This project focuses on building a machine learning model to classify fetal health conditions using Cardiotocography (CTG) data. The dataset contains 2126 records with 22 features extracted from CTG exams, which monitor fetal heart rate, fetal movements, and uterine contractions during pregnancy. Each record is labeled by medical experts into one of three classes: Normal, Suspect, or Pathological.
The project started with exploratory data analysis (EDA) to understand the distribution of features and detect relationships between variables. Visualization techniques and statistical summaries were used to identify patterns and correlations within the dataset.
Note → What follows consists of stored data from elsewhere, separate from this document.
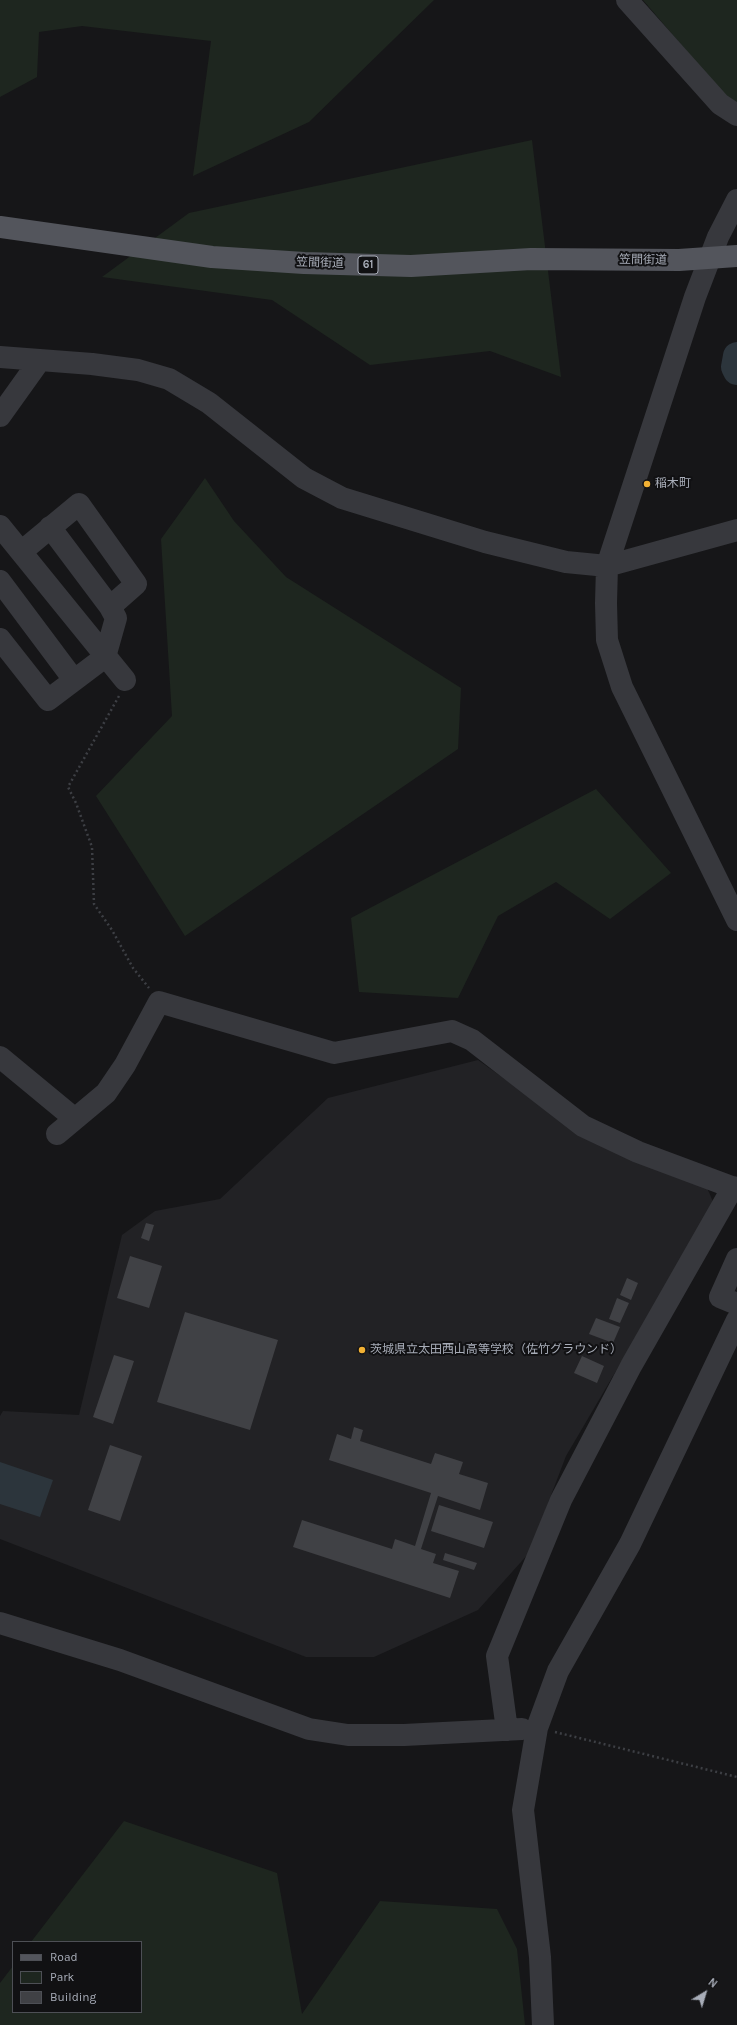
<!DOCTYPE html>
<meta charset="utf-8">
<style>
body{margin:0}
#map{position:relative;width:737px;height:2025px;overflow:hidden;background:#161618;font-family:Karla,sans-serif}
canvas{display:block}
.legend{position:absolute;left:12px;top:1941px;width:130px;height:72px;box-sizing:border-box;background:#111113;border:1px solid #4d4f55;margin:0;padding:5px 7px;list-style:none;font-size:12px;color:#a8adb8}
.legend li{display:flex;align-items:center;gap:8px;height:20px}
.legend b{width:20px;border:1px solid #4d4f55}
.north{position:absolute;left:685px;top:1973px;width:40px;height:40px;-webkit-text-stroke:3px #111113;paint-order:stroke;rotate:38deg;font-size:11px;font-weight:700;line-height:16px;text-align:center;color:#a8adb8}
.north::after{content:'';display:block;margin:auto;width:14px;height:18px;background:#a8adb8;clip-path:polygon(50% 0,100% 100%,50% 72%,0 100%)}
</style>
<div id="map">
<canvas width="737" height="2025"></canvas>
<ul class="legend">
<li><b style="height:5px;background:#53555c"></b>Road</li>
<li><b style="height:11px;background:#1e261f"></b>Park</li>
<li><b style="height:11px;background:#404145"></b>Building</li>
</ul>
<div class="north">N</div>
</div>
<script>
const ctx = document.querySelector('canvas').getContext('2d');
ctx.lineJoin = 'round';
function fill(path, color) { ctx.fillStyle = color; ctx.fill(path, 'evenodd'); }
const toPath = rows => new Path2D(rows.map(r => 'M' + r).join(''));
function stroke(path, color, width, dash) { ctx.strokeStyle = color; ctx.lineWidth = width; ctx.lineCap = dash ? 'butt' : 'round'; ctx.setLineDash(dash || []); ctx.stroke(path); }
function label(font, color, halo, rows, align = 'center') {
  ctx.font = font + ' Karla,"Noto Sans JP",sans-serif'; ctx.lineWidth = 4; ctx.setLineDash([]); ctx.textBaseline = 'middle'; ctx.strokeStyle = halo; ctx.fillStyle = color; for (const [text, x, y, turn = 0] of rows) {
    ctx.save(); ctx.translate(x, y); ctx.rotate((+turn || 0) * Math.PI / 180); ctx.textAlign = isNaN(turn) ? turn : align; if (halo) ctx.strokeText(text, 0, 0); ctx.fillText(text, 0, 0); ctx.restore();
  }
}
const built = toPath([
 [478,1060,588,1138,705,1183,714,1204,566,1456,529,1553,478,1610,374,1657,306,1657,0,1539,0,1416,3,1411,79,1415,122,1235,155,1211,220,1199,328,1098]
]);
const green = toPath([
 [0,0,434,0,309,122,193,176,211,41,82,26,39,32,37,77,0,97],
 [643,0,737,0,737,111,737,110],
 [532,140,561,377,490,351,370,365,272,300,102,277,189,213],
 [205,478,234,521,286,577,461,688,458,749,185,936,96,796,172,716,161,539],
 [596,789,671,873,610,919,556,882,498,916,458,998,359,992,351,918],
 [124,1821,277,1873,302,2014,380,1901,497,1909,517,1949,525,2025,0,2025,0,1983,13,1966,13,2012,141,2012,141,1942,31,1942]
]);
const water = toPath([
 [0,1462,53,1480,40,1517,0,1504]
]);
const river = toPath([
 [737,356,735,367,737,371]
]);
const building = toPath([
 [146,1223,154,1225,149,1241,141,1238],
 [130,1256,162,1266,149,1308,117,1298],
 [627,1278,638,1283,631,1300,620,1295],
 [617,1298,629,1303,620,1323,609,1319],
 [185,1312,278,1340,250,1430,157,1402],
 [596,1318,620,1327,613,1343,589,1334],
 [114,1355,134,1361,113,1424,93,1417],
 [582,1356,604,1366,597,1383,574,1373],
 [354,1427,363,1430,360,1441,431,1464,435,1453,463,1462,459,1474,488,1483,480,1510,438,1496,421,1549,436,1554,433,1563,459,1571,450,1598,293,1547,302,1520,392,1549,395,1539,415,1546,431,1493,329,1460,337,1434,351,1439],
 [110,1445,142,1456,120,1521,88,1510],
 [439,1505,493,1522,484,1548,431,1531],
 [445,1553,477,1563,474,1570,443,1560]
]);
const path = toPath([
 [119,696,68,787,76,803,92,847,94,904,112,930,133,968,149,988],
 [555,1732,737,1777]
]);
const minor = toPath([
 [627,0,720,104,737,115],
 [737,200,718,237,695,297,607,566,606,603,607,640,622,687,737,920],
 [0,357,92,364,138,370,169,379,209,403,304,478,342,498,485,542,566,562,607,566,737,530],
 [0,416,40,360],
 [0,526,125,680],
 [50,527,110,607],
 [0,581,74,680],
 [0,639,48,700,105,657,116,618,110,607,136,584,79,504,21,552],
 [0,1057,75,1119],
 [57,1134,106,1093,125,1065,159,1002,334,1053,452,1031,472,1040,583,1126,638,1152,737,1189],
 [737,1259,720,1297,737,1304],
 [0,1623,120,1660,309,1729,348,1735,404,1735,522,1729],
 [507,1730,497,1656,561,1500,631,1366,733,1187],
 [543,2025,540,1957,523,1810,537,1728,558,1671,630,1544,737,1320]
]);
const major = toPath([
 [0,227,212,257,304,263,411,266,531,259,679,260,737,256]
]);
const markers = [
 [647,484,4,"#f2b134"],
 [362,1350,4,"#f2b134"]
];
const shields = [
 [368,265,20]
];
const shieldNames = [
 ["61",368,265]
];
const streetNames = [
 ["笠間街道",643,260,1],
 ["笠間街道",320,263,2]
];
const poiNames = [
 ["稲木町",655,484],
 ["茨城県立太田西山高等学校（佐竹グラウンド）",370,1350]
];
fill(built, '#222225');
fill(green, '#1e261f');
fill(water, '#2c353c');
stroke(river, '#2c353c', 28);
fill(building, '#404145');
stroke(path, '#3d3f44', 2.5, [2, 3]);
stroke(minor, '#37383d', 22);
stroke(major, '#53555c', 22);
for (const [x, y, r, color] of markers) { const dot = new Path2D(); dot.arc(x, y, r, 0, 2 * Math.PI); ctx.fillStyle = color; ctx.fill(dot); stroke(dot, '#111113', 1.5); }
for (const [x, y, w] of shields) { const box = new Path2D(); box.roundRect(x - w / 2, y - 9, w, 18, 3); ctx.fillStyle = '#111113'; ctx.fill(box); stroke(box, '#a8adb8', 1); }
label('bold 11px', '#a8adb8', null, shieldNames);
label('12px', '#a8adb8', '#111113', streetNames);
label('12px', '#a8adb8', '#111113', poiNames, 'left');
</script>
During the preprocessing stage, the dataset was cleaned and prepared for machine learning. The target variable represents fetal health status, and the features include physiological measurements such as baseline fetal heart rate, accelerations, uterine contractions, and variability indicators extracted from CTG signals.
Several machine learning classification models were trained and evaluated to predict fetal health conditions. The dataset was split into training and testing sets, and model performance was assessed using evaluation metrics such as Accuracy, Precision, Recall, and F1-score. These metrics helped measure how effectively the models distinguish between normal and risky fetal conditions.
The goal of this project is to demonstrate how machine learning can assist in early detection of fetal health risks, supporting healthcare professionals in making better clinical decisions and improving prenatal monitoring systems.
Overall, the project presents a complete machine learning workflow including data exploration, preprocessing, model training, and evaluation for a real-world healthcare classification problem.